How Productboard monitors frontend applications

Matej Minarik

2nd August 2021Life at Productboard, Engineering

Photo by Dave Phillips on Unsplash

“No matter how careful or good you are, sh!t will happen.” — Anonymous

And that is correct! Network glitches, deployment glitches, dependencies upgrades, developer’s carelessness or just small data inconsistencies. There’s plenty of stuff in web development that can go wrong, and it will go wrong at some point. What’s far more important than trying to prevent anything from going south is having solid monitoring in place and clear processes to follow.

At Productboard, we already have 5 different teams that contribute to our frontend monorepo. There are over 290 NX libraries used throughout the applications, where different teams are responsible for different sets of libraries or flows. Solid monitoring and clear ownership are crucial to future growth.

We originally used Rollbar as our logging and exception monitoring platform of choice. Rollbar is a great tool and was working just fine for quite some time. However, when anyone wanted to find out more about the current situation on production, Rollbar was not much help. A pile of log messages and random errors got mixed in with really important issues affecting our customers. We needed to improve this!

What I truly enjoy about Productboard is that when we realize something can be improved and has a reasonable price-to-value ratio, nobody is going to stop you from taking a stab at it. On the contrary, different people in different roles will support you and sponsor your initiative. Productboard engineers Michal Těhník (@MicTech) and Jakub Beneš (@jukben) as well as lower and upper management played a crucial role in this initiative, and I would like to thank them for their support! Having this kind of sponsorship empowers everyone not only to improve technical aspects within an organization they care about, but also to grow both personally and professionally.

As with all other technical initiatives, I drafted an RFC and shared it with the rest of my colleagues. After further analysis of the current state and a number of discussion, we realized we were dealing with two issues instead of one:

Mixing logging and exception monitoring services into one tool was generating too much noise
There was a clear lack of ownership as to which tribe/team/person is the best candidate for taking care of an incident should one appear

Logging

Logging takes care of any messages or errors that are handled, and we just want to record a trait that a certain scenario occurred.

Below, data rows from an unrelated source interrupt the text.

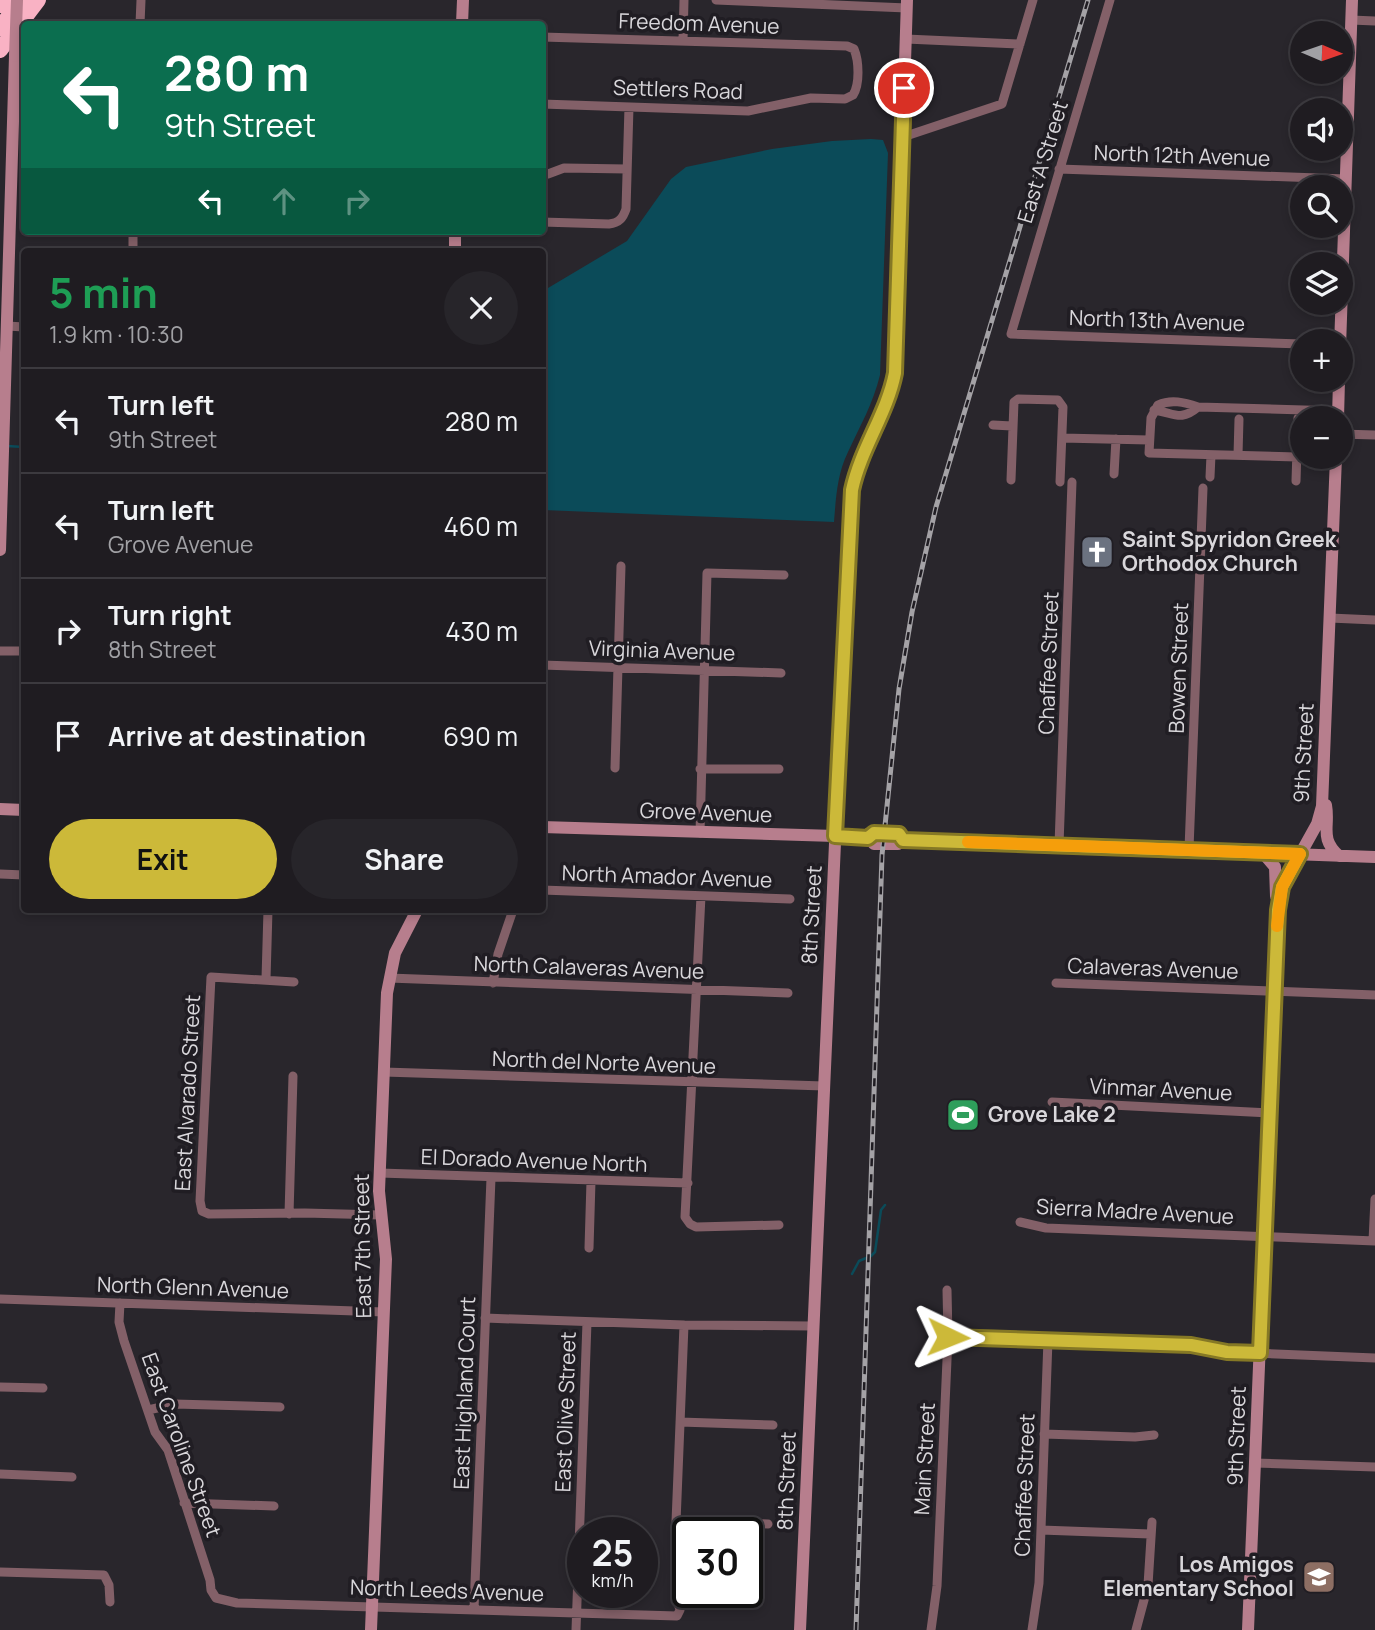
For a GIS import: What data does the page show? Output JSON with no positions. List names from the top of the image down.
{
  "streets": {
    "street": [
      "Freedom Avenue",
      "Settlers Road",
      "North 12th Avenue",
      "East A Street",
      "North 13th Avenue",
      "Virginia Avenue",
      "Chaffee Street",
      "Bowen Street",
      "9th Street",
      "Grove Avenue",
      "North Amador Avenue",
      "8th Street",
      "North Calaveras Avenue",
      "Calaveras Avenue",
      "North del Norte Avenue",
      "Vinmar Avenue",
      "East Alvarado Street",
      "El Dorado Avenue North",
      "Sierra Madre Avenue",
      "East 7th Street",
      "North Glenn Avenue",
      "East Highland Court",
      "East Olive Street",
      "East Caroline Street",
      "Main Street",
      "North Leeds Avenue"
    ]
  },
  "crossings": [
    ["Freedom Avenue", "Settlers Road"],
    ["North 12th Avenue", "East A Street"],
    ["East A Street", "North 13th Avenue"],
    ["Chaffee Street", "Grove Avenue"],
    ["Bowen Street", "Grove Avenue"],
    ["9th Street", "Grove Avenue"],
    ["9th Street", "Calaveras Avenue"],
    ["9th Street", "Vinmar Avenue"],
    ["9th Street", "Sierra Madre Avenue"],
    ["Grove Avenue", "8th Street"],
    ["8th Street", "North del Norte Avenue"],
    ["North Calaveras Avenue", "East 7th Street"],
    ["North del Norte Avenue", "East 7th Street"],
    ["El Dorado Avenue North", "East 7th Street"],
    ["El Dorado Avenue North", "East Highland Court"],
    ["East 7th Street", "North Glenn Avenue"],
    ["East 7th Street", "North Leeds Avenue"],
    ["North Glenn Avenue", "East Caroline Street"],
    ["East Highland Court", "North Leeds Avenue"],
    ["East Olive Street", "North Leeds Avenue"],
    ["East Caroline Street", "North Leeds Avenue"]
  ],
  "places": {
    "church": ["Saint Spyridon Greek Orthodox Church"],
    "sports": ["Grove Lake 2"],
    "school or university": ["Los Amigos Elementary School"]
  },
  "north": "right",
  "page": {
    "map_buttons": ["+", "−"],
    "turn": ["280 m", "9th Street"],
    "heading": ["5 min", "1.9 km · 10:30"],
    "list": [
      {
        "name": "Turn left",
        "note": "9th Street",
        "value": "280 m"
      },
      {
        "name": "Turn left",
        "note": "Grove Avenue",
        "value": "460 m"
      },
      {
        "name": "Turn right",
        "note": "8th Street",
        "value": "430 m"
      },
      {
        "name": "Arrive at destination",
        "value": "690 m"
      }
    ],
    "buttons": ["Exit", "Share"],
    "speed": "25 km/h",
    "limit": "30"
  }
}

“The user should be always defined here, but let’s make sure by adding a check and logging an error here.” — a Productboard developer

Our frontend monorepo offers a Logger service, which supports logging messages and additional properties. In the development setup, it only forwards the messages to the console object, which logs them to the developer tools console. We decided to use Datadog in staging and production environments. Datadog is a great tool that supports all kinds of advanced monitoring, pre- and post-processing, aggregating, filtering, and grouping of logs based on your needs. We use Datadog for our backend microservices, so it was a natural choice for us to handle logs coming from the frontend monorepo.

That’s nice pal, you might be thinking to yourself, but how can you ensure a shared level of ownership if different teams work on different parts of the monorepo?

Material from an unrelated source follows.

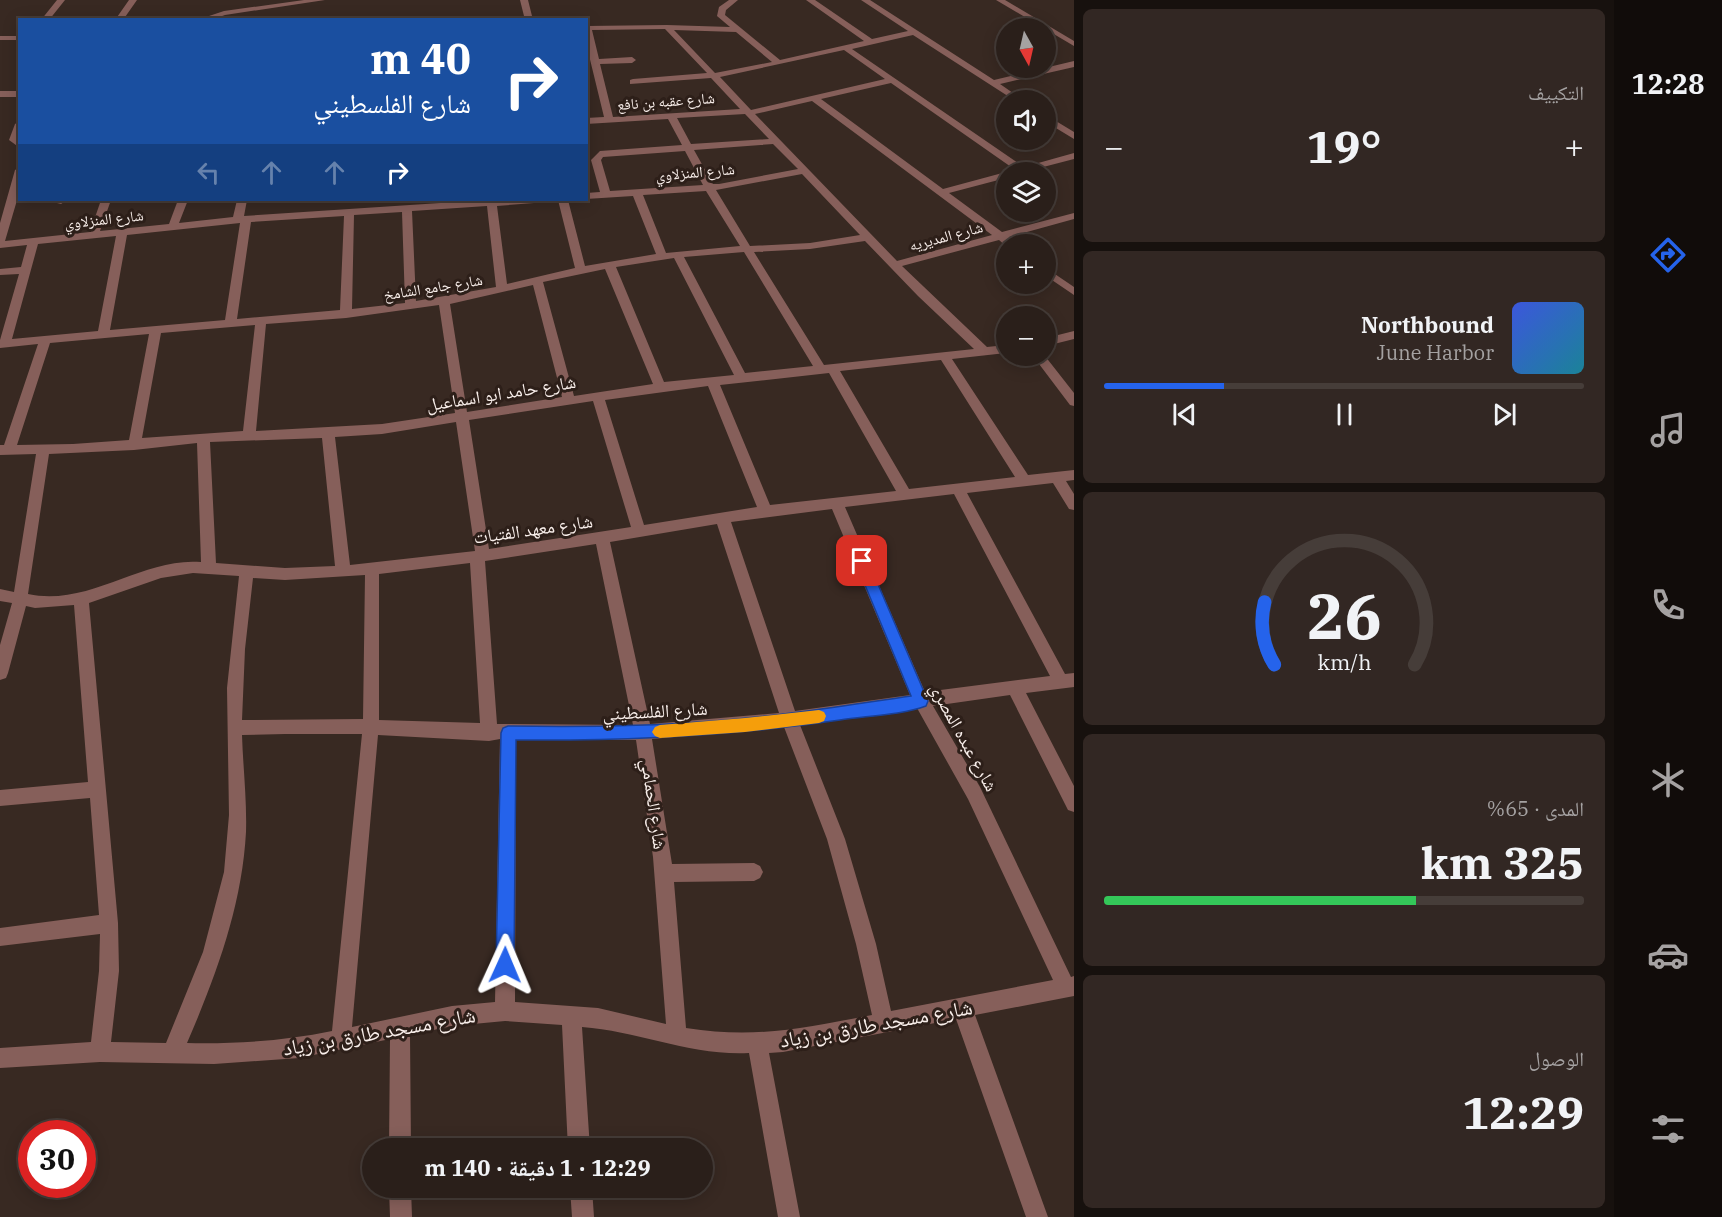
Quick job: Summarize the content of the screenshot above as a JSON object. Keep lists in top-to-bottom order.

Great question! I’m glad you asked. Let’s pretend there is a spike of error logs after a recent deployment. How could either the system or the person on-call know who to notify about this? Sure, we can ping everyone, but that’s a huge hassle. At first, we considered having different Logger factories that would just know the ownership based on the current library. However, we wanted to have a more fine-grained granularity and avoid larger manual or even semi-automatic refactoring.

This was precisely why we decided to go a different route. There is a relatively simple piece of engineering that parses the CODEOWNERS file, finds all occurrences of the Logger method calls, and attaches the corresponding team to the message.

Since we were already using Datadog, we simply added a pre-processing rule that extracts this ownership information from the log and makes it a searchable property of all of our logs. Now it enables us to create custom-alerting rules that notify the relevant owners during a spike.

Exception monitoring

Exception monitoring takes care of any unhandled errors. Luckily, there are great solutions out there that help you catch these traps. We decided to use Sentry. There were multiple reasons for this, but the main one was that Sentry has the concept of ownership baked in. This feature is called Issue Owners. It lets us define custom-matching rules based on the URL, associated tags or originating file, which goes hand-in-hand with the CODEOWNERS file for us. This works great for 90% of new issues reported to Sentry. It automatically assigns an owner based on our custom rules and sends an e-mail or a notification right away.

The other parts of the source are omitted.